→ What you are asked to do
Each line in the listing below that holds "Building" should be counted; reply with that number only.

→ Data excerpts
****
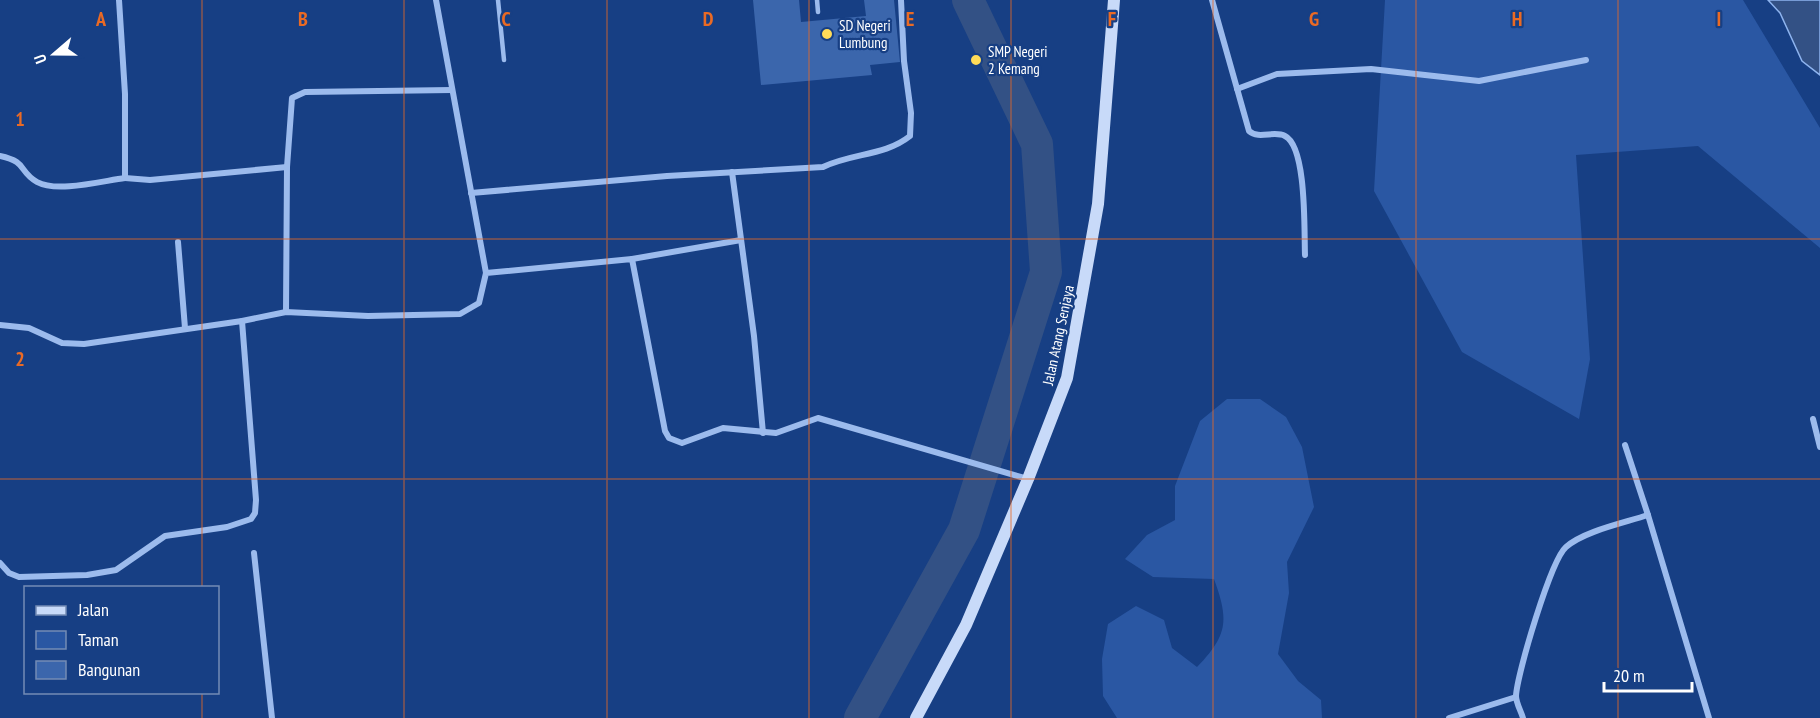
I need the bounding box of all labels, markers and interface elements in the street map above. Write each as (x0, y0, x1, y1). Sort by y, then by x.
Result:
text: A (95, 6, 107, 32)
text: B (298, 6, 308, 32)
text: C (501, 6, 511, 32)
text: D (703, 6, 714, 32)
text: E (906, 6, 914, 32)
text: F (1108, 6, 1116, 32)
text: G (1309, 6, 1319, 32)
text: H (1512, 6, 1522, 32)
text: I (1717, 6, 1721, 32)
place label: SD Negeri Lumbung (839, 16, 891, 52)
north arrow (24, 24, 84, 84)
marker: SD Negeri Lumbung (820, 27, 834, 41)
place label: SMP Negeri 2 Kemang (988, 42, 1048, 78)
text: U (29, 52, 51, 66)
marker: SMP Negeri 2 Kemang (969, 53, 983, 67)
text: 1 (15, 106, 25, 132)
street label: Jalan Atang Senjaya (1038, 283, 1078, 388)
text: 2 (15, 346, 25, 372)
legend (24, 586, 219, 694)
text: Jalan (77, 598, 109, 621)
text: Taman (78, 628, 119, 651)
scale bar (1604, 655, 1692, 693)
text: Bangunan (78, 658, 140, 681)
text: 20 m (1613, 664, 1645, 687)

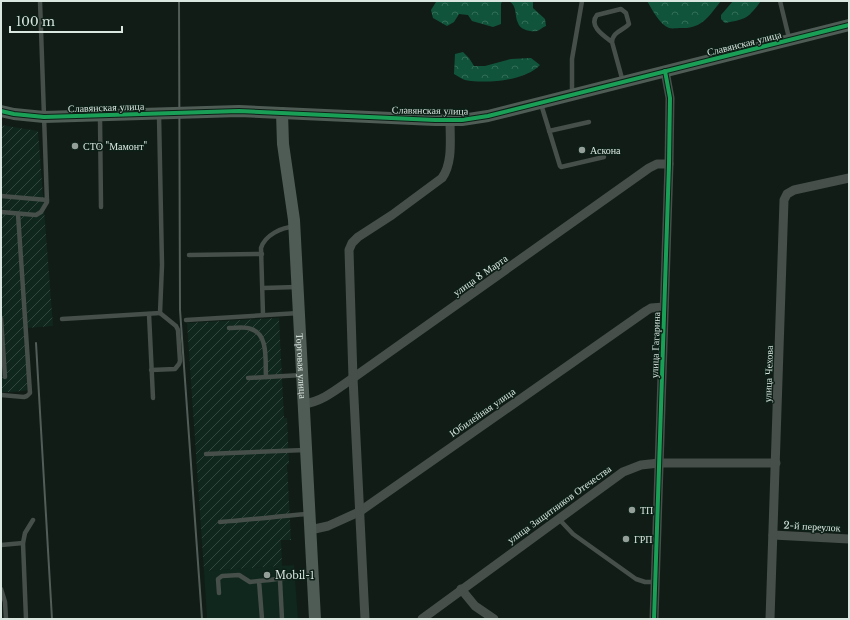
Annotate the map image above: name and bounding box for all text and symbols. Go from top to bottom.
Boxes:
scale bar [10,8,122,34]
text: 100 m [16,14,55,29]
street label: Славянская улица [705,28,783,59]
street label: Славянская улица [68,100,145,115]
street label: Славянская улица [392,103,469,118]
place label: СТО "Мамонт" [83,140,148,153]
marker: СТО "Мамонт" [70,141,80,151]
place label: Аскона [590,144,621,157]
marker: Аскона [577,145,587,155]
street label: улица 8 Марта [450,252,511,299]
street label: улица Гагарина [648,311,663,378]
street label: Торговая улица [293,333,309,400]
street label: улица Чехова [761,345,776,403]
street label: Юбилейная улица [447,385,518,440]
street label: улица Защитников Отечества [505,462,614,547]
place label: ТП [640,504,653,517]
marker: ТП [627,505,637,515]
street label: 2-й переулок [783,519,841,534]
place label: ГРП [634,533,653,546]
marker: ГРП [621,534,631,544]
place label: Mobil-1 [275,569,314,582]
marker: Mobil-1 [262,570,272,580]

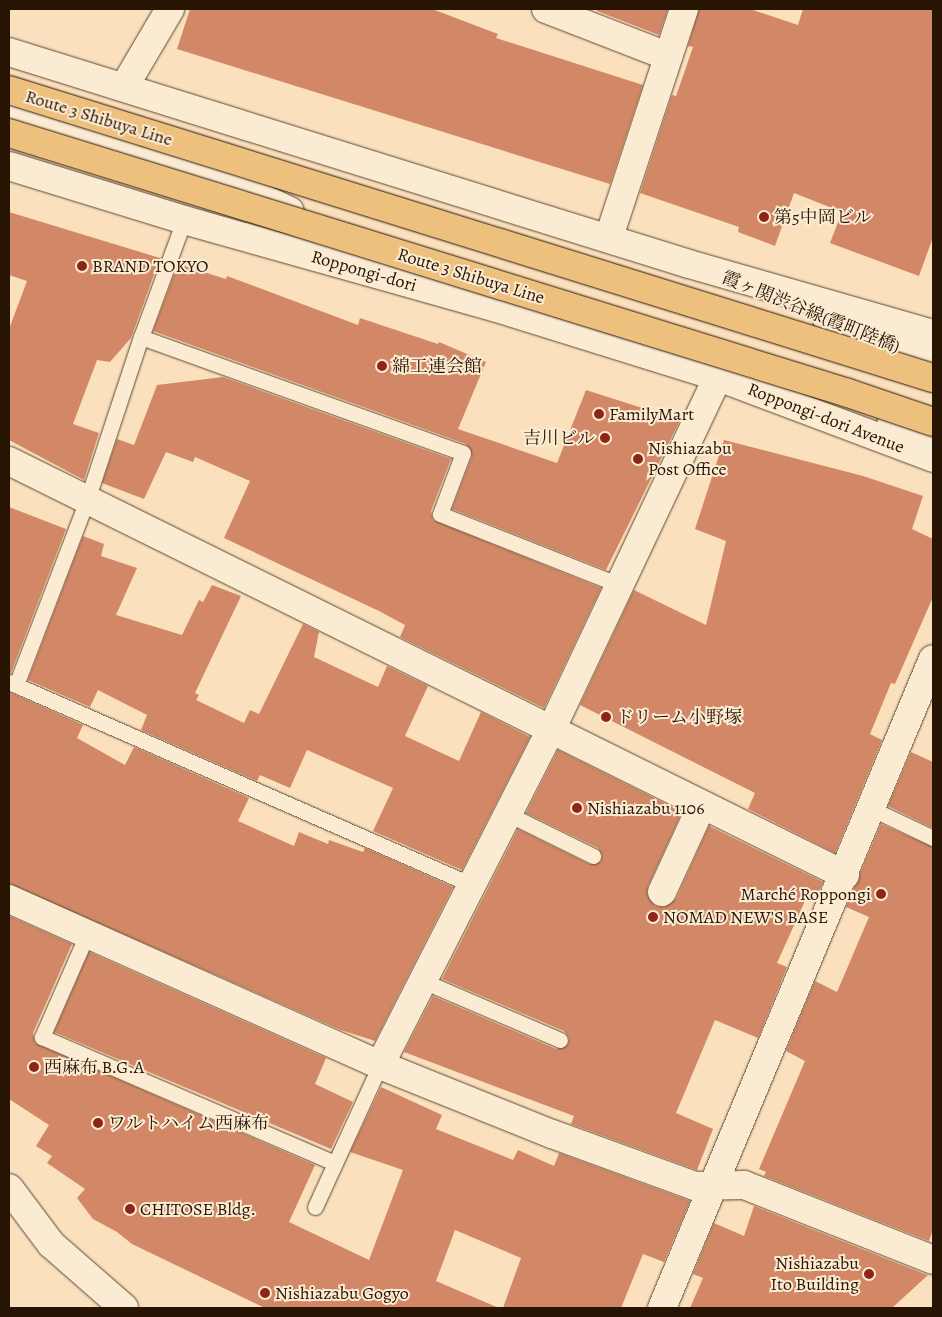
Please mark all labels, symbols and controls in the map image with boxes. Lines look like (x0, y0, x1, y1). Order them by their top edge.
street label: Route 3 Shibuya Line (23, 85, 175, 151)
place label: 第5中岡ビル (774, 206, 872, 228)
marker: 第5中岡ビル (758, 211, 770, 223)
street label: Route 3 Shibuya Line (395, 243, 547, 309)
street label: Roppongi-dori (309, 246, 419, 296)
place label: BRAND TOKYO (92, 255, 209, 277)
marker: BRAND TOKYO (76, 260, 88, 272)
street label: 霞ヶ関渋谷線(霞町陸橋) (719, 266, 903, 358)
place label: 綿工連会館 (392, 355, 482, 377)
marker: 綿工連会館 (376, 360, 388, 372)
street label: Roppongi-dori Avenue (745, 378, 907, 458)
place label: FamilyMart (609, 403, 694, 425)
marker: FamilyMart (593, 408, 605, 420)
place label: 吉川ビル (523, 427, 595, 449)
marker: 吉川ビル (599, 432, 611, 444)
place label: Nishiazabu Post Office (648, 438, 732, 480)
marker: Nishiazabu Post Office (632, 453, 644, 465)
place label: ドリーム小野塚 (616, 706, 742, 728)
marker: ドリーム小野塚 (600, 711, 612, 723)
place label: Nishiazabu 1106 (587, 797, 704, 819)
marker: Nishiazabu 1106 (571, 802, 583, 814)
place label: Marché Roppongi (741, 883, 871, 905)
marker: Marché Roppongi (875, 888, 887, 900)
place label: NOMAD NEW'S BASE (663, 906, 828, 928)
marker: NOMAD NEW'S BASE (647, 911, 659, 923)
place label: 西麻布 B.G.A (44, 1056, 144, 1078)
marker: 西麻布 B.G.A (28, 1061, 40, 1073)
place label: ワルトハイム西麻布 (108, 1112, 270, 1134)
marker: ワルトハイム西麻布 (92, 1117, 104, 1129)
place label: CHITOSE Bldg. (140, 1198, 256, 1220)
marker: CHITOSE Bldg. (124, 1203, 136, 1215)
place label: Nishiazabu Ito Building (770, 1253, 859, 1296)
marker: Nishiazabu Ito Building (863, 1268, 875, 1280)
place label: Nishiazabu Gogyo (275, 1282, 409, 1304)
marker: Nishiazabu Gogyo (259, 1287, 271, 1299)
****
→ Answer to the problem
2